Macro shoot of beagle dog paw feet and nails dog tile paw tile pawprint / Getty Images
Macro shoot of beagle dog paw feet and nails dog tile paw tile pawprint / Getty Images

For nearly 11 years, he was my best friend.

He could make me smile, even chuckle, merely by looking at him. Whenever I was feeling blue, he'd lie down on my chest, stare at me with his big, brown, blood-shot eyes and give me a kiss on the lips. In those 10 years and nine months he called our home his home he never snapped at me, ignored me, turned his nose up at the food I fixed him, threatened to leave me for another or asked for money he knew I didn't have.

He was, in every way, the perfect companion.

Alas, a week ago he left my daughters and me, surely for a better place, though he's left our home a far sadder place, the loss of a loved one of such age, grace, sweetness and beauty difficult to accept.

My friend's name, by the way, was Milkbone, a rescue basset hound that joined our family in the spring of 2010, hanging around until old age - he was close to 95 in dog years - and failing hips forced us to send him heavenward.

In a year in which so many have lost so much more important things than a family pet, it seems that gratefulness and perspective for the gift of those 10 years and nine months should soften, if not all but erase the hurt my daughters and I are feeling right now.

After all, we had Milkbone - he was already named when we adopted him due to the dog biscuit-shaped patch of white hair on his otherwise black back - for more than a decade. I'd never previously been able to hang onto a pet for more than six-and-a-half years before he arrived.

He was the star of every Christmas card. He quite forcefully alerted us on those rare occasions a stranger came to our back gate. He never shredded a pillow, gnawed on a table leg or brought a dead critter into the house.

Like I said, a perfect companion.

Not that he was necessarily perfect.
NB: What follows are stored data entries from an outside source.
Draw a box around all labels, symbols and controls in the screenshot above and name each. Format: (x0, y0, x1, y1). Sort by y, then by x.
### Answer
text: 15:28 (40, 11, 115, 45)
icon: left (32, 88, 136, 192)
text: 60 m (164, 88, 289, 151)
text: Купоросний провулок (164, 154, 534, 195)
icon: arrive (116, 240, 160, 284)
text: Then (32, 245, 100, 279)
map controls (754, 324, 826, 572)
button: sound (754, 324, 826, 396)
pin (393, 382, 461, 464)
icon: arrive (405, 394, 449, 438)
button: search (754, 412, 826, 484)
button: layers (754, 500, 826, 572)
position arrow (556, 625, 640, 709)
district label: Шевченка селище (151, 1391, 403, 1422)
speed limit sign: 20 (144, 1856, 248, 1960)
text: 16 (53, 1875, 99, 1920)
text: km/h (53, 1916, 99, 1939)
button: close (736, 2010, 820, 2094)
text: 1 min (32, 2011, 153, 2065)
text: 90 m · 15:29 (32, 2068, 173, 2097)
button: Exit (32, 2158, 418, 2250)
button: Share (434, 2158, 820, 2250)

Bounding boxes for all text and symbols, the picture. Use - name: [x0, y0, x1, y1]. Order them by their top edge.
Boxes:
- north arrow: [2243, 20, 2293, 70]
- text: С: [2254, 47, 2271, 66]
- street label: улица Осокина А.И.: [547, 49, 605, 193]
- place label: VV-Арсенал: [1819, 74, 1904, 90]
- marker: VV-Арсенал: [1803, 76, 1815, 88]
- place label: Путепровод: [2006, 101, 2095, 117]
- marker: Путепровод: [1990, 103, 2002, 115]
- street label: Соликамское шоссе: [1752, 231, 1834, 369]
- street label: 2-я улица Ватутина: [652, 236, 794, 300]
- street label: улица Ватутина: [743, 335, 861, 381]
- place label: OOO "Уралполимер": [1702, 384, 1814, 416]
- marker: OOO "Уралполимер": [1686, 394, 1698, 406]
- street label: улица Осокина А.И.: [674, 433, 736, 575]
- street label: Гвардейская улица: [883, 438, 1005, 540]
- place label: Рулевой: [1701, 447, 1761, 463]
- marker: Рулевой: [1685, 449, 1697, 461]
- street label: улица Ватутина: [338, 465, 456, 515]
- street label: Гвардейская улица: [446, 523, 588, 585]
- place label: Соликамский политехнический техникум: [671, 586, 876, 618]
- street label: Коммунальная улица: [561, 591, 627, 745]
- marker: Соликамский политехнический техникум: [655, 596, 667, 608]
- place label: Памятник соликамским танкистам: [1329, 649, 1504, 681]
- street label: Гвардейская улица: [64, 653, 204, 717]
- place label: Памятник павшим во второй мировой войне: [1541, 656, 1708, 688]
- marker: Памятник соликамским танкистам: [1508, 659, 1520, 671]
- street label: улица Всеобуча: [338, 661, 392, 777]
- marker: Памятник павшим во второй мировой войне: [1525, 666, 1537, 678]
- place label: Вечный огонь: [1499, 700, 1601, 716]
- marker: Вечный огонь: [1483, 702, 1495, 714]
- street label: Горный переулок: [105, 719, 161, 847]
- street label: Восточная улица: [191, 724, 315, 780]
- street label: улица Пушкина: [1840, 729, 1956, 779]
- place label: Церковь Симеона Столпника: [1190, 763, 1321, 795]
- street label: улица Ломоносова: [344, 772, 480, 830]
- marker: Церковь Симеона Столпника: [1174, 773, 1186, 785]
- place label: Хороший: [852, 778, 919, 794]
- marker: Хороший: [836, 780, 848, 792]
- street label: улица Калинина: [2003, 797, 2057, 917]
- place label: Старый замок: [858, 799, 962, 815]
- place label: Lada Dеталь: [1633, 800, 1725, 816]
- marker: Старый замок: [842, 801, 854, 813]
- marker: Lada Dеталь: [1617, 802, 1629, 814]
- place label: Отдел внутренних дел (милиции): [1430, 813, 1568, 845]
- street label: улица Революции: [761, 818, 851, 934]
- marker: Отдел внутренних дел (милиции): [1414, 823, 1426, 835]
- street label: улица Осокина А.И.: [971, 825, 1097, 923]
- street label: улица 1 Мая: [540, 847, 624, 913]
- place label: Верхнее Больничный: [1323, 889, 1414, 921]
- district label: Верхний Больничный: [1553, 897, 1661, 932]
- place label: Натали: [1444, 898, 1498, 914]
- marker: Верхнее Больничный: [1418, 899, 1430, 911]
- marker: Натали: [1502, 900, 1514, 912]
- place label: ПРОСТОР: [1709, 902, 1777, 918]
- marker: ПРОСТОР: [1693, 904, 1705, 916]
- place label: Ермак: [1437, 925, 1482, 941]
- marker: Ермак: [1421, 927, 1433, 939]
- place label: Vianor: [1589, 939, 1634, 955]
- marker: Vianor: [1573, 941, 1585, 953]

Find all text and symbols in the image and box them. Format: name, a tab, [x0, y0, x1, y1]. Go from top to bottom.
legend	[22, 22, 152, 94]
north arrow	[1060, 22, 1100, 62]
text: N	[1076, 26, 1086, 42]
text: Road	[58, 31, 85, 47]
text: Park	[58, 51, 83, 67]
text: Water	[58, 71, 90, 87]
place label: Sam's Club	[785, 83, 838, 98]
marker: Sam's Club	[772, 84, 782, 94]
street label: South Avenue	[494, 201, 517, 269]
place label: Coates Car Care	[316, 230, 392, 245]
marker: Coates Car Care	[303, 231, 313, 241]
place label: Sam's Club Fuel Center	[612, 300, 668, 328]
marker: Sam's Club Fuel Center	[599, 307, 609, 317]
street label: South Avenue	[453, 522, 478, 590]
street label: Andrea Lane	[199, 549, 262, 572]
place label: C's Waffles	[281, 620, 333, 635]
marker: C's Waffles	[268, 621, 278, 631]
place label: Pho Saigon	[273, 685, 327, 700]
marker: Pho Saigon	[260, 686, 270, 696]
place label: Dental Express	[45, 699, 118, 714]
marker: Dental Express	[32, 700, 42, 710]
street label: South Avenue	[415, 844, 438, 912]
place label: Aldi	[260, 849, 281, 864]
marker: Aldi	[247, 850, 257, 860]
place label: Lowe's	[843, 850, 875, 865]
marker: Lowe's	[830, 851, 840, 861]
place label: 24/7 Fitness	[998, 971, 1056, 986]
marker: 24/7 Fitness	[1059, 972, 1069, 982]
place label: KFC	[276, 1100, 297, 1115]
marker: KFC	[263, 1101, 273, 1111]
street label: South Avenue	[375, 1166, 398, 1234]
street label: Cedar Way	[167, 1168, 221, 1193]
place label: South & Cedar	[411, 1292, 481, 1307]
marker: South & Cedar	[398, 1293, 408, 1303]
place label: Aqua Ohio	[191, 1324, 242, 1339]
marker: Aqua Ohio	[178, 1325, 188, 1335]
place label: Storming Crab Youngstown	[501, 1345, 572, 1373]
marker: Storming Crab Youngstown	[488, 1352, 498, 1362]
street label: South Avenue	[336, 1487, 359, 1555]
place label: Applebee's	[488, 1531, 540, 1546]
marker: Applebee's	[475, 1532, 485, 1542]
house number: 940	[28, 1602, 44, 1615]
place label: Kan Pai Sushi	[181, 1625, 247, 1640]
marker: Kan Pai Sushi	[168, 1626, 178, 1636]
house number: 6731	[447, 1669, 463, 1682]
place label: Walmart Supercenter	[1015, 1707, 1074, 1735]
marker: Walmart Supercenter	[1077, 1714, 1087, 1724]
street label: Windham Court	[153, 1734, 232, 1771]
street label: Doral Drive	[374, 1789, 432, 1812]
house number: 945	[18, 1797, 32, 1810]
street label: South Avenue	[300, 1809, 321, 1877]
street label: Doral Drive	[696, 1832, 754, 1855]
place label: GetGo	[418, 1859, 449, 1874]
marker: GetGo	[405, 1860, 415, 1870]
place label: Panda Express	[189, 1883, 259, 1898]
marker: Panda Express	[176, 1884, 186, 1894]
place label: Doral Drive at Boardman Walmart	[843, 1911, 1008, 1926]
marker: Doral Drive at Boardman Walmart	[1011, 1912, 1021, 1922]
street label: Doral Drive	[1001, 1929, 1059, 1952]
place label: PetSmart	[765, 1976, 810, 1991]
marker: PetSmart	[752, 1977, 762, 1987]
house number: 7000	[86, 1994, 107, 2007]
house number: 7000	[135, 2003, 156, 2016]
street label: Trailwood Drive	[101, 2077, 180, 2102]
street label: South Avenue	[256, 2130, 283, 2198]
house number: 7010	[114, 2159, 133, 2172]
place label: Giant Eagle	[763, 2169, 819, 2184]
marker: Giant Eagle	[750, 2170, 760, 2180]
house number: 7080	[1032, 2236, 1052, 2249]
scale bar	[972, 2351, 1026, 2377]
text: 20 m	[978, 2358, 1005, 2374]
Though he never broke skin on those two or three souls bold enough to challenge him at the back gate, he did leave a few teeth marks in blue jeans. Milkbone could beg for people food with the best of them, and if rebuffed, he was known to take matters into his own paws, once eating an entire pack of hot dogs and often stealing a sip or two of my morning cup of Starbucks French Roast.

Owing to a ridiculously low center of gravity - my friend Alex delighted in describing him as "two dogs long and half a dog tall" - you could never coax him where he didn't want to go. He could easily have been named Stubborn or Obstinant.

Because my younger daughter accidentally let him loose one night, my ex-wife wound up in the emergency room after chasing after him and stepping into a small hole that nearly broke her ankle. The next day, while she propped up her injured limb during my older daughter's birthday party, Milkbone somehow managed to sink his teeth into a corner of Julia Caroline's birthday cake.

Those weren't his only instances of bad behavior. He broke at least three fragile Christmas ornaments with his wagging tail. He nearly had me calling for an ambulance for myself after chasing him a good ways down Lookout Mountain one morning before carrying him back in my arms, huffing and puffing the whole way.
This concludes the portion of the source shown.